Computer 24, which is optional, may be, for example, a personal computer, including electronic memory 60, such as RAM, ROM, and/or NVRAM, an input device 62, such as a keyboard and/or a mouse, and a display monitor 64. Computer 24 also includes a processor, input/output (I/O) interfaces, and may include at least one mass data storage device, such as a hard drive, a CD-ROM and/or a DVD unit (not shown). Computer 24 may also be a device capable of communicating with image forming device 22 other than a personal computer such as, for example, a tablet computer, a smartphone, or other electronic device.

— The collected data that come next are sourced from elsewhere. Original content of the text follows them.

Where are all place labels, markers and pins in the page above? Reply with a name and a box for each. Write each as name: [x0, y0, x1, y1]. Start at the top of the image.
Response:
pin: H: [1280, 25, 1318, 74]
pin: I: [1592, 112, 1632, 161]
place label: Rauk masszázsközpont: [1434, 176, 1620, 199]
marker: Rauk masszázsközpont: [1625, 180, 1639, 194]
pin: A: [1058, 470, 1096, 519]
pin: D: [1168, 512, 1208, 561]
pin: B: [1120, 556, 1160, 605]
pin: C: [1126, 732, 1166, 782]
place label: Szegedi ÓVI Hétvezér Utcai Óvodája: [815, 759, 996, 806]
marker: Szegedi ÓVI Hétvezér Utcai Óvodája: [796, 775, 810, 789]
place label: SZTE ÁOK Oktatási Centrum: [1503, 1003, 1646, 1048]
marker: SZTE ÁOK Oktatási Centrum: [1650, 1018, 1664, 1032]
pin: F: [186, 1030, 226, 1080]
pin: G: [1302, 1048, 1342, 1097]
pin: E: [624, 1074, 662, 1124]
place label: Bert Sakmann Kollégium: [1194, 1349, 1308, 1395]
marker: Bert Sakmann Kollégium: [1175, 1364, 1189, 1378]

In the example embodiment illustrated, computer 24 includes in its memory a software program including program instructions that function as an imaging driver 66, e.g., printer/scanner driver software, for image forming device 22, Imaging driver 66 is in communication with controller 28 of image forming device 22 via communications link 26. Imaging driver 66 facilitates communication between image forming device 22 and computer 24. One aspect of imaging driver 66 may be, for example, to provide formatted print data to image forming device 22, and more particularly to print engine 30, to print an image. Another aspect of imaging driver 66 may be, for example, to facilitate collection of scanned data from scanner system 40.
In some circumstances, it may be desirable to operate image forming device 22 in a standalone mode. In the standalone mode, image forming device 22 is capable of functioning without computer 24. Accordingly, all or a portion of imaging driver 66, or a similar driver, may be located in controller 28 of image forming device 22 so as to accommodate printing and/or scanning functionality when operating in the standalone mode.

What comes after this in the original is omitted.